Collected data entries:
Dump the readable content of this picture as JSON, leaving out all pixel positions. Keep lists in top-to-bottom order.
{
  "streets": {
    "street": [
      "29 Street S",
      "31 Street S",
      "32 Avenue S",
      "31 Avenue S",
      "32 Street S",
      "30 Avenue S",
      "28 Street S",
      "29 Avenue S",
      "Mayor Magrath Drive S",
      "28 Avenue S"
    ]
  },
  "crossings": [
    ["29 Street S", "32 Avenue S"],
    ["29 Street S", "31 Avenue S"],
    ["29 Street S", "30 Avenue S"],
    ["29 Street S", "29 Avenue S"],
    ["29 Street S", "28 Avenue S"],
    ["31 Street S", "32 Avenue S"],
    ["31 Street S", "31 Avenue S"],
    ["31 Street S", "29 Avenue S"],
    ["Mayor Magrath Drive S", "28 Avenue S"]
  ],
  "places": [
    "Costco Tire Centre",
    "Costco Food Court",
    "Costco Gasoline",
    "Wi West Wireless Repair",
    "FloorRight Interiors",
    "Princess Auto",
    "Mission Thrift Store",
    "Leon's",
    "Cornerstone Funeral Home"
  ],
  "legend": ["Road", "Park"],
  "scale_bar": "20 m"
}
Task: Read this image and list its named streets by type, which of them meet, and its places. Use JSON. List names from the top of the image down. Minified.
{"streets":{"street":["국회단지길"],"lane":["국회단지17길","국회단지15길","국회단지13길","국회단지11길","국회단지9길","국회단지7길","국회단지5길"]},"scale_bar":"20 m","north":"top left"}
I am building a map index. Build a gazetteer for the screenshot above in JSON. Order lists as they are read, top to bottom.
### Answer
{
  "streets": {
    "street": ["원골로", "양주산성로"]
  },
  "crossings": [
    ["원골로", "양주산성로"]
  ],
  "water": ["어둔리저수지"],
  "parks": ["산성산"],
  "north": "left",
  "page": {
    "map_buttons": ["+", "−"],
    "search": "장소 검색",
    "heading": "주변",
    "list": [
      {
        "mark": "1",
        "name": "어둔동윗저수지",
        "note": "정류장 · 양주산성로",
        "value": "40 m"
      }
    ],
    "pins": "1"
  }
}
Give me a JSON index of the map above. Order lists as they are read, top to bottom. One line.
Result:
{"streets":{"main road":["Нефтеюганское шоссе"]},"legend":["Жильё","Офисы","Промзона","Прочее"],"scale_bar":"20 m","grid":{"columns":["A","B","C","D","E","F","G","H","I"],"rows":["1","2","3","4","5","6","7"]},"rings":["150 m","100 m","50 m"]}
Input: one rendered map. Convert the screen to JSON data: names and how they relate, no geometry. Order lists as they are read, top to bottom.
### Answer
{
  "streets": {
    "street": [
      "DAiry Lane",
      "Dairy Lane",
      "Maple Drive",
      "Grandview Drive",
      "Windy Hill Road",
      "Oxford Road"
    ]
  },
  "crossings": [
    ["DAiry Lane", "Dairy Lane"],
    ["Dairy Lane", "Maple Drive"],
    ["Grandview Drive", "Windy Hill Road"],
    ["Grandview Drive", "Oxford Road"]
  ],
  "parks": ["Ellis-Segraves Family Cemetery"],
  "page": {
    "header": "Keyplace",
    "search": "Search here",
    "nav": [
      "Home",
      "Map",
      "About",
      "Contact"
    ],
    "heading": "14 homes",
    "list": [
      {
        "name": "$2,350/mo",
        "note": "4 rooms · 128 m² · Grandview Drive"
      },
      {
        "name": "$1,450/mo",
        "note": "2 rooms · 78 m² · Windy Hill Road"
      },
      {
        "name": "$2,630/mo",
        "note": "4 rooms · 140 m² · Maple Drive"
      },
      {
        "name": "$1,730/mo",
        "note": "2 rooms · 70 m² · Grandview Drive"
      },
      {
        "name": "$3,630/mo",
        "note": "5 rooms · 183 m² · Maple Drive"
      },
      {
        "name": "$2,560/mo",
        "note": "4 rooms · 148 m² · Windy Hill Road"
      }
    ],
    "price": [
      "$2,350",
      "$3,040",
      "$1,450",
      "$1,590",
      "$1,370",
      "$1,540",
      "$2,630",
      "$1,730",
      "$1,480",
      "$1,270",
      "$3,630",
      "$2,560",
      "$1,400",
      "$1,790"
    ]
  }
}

Required action: All of the lines above must be returned exactly.

Task output:
Dump the readable content of this picture as JSON, leaving out all pixel positions. Keep lists in top-to-bottom order.
{
  "streets": {
    "street": [
      "29 Street S",
      "31 Street S",
      "32 Avenue S",
      "31 Avenue S",
      "32 Street S",
      "30 Avenue S",
      "28 Street S",
      "29 Avenue S",
      "Mayor Magrath Drive S",
      "28 Avenue S"
    ]
  },
  "crossings": [
    ["29 Street S", "32 Avenue S"],
    ["29 Street S", "31 Avenue S"],
    ["29 Street S", "30 Avenue S"],
    ["29 Street S", "29 Avenue S"],
    ["29 Street S", "28 Avenue S"],
    ["31 Street S", "32 Avenue S"],
    ["31 Street S", "31 Avenue S"],
    ["31 Street S", "29 Avenue S"],
    ["Mayor Magrath Drive S", "28 Avenue S"]
  ],
  "places": [
    "Costco Tire Centre",
    "Costco Food Court",
    "Costco Gasoline",
    "Wi West Wireless Repair",
    "FloorRight Interiors",
    "Princess Auto",
    "Mission Thrift Store",
    "Leon's",
    "Cornerstone Funeral Home"
  ],
  "legend": ["Road", "Park"],
  "scale_bar": "20 m"
}
Task: Read this image and list its named streets by type, which of them meet, and its places. Use JSON. List names from the top of the image down. Minified.
{"streets":{"street":["국회단지길"],"lane":["국회단지17길","국회단지15길","국회단지13길","국회단지11길","국회단지9길","국회단지7길","국회단지5길"]},"scale_bar":"20 m","north":"top left"}
I am building a map index. Build a gazetteer for the screenshot above in JSON. Order lists as they are read, top to bottom.
### Answer
{
  "streets": {
    "street": ["원골로", "양주산성로"]
  },
  "crossings": [
    ["원골로", "양주산성로"]
  ],
  "water": ["어둔리저수지"],
  "parks": ["산성산"],
  "north": "left",
  "page": {
    "map_buttons": ["+", "−"],
    "search": "장소 검색",
    "heading": "주변",
    "list": [
      {
        "mark": "1",
        "name": "어둔동윗저수지",
        "note": "정류장 · 양주산성로",
        "value": "40 m"
      }
    ],
    "pins": "1"
  }
}
Give me a JSON index of the map above. Order lists as they are read, top to bottom. One line.
Result:
{"streets":{"main road":["Нефтеюганское шоссе"]},"legend":["Жильё","Офисы","Промзона","Прочее"],"scale_bar":"20 m","grid":{"columns":["A","B","C","D","E","F","G","H","I"],"rows":["1","2","3","4","5","6","7"]},"rings":["150 m","100 m","50 m"]}
Input: one rendered map. Convert the screen to JSON data: names and how they relate, no geometry. Order lists as they are read, top to bottom.
### Answer
{
  "streets": {
    "street": [
      "DAiry Lane",
      "Dairy Lane",
      "Maple Drive",
      "Grandview Drive",
      "Windy Hill Road",
      "Oxford Road"
    ]
  },
  "crossings": [
    ["DAiry Lane", "Dairy Lane"],
    ["Dairy Lane", "Maple Drive"],
    ["Grandview Drive", "Windy Hill Road"],
    ["Grandview Drive", "Oxford Road"]
  ],
  "parks": ["Ellis-Segraves Family Cemetery"],
  "page": {
    "header": "Keyplace",
    "search": "Search here",
    "nav": [
      "Home",
      "Map",
      "About",
      "Contact"
    ],
    "heading": "14 homes",
    "list": [
      {
        "name": "$2,350/mo",
        "note": "4 rooms · 128 m² · Grandview Drive"
      },
      {
        "name": "$1,450/mo",
        "note": "2 rooms · 78 m² · Windy Hill Road"
      },
      {
        "name": "$2,630/mo",
        "note": "4 rooms · 140 m² · Maple Drive"
      },
      {
        "name": "$1,730/mo",
        "note": "2 rooms · 70 m² · Grandview Drive"
      },
      {
        "name": "$3,630/mo",
        "note": "5 rooms · 183 m² · Maple Drive"
      },
      {
        "name": "$2,560/mo",
        "note": "4 rooms · 148 m² · Windy Hill Road"
      }
    ],
    "price": [
      "$2,350",
      "$3,040",
      "$1,450",
      "$1,590",
      "$1,370",
      "$1,540",
      "$2,630",
      "$1,730",
      "$1,480",
      "$1,270",
      "$3,630",
      "$2,560",
      "$1,400",
      "$1,790"
    ]
  }
}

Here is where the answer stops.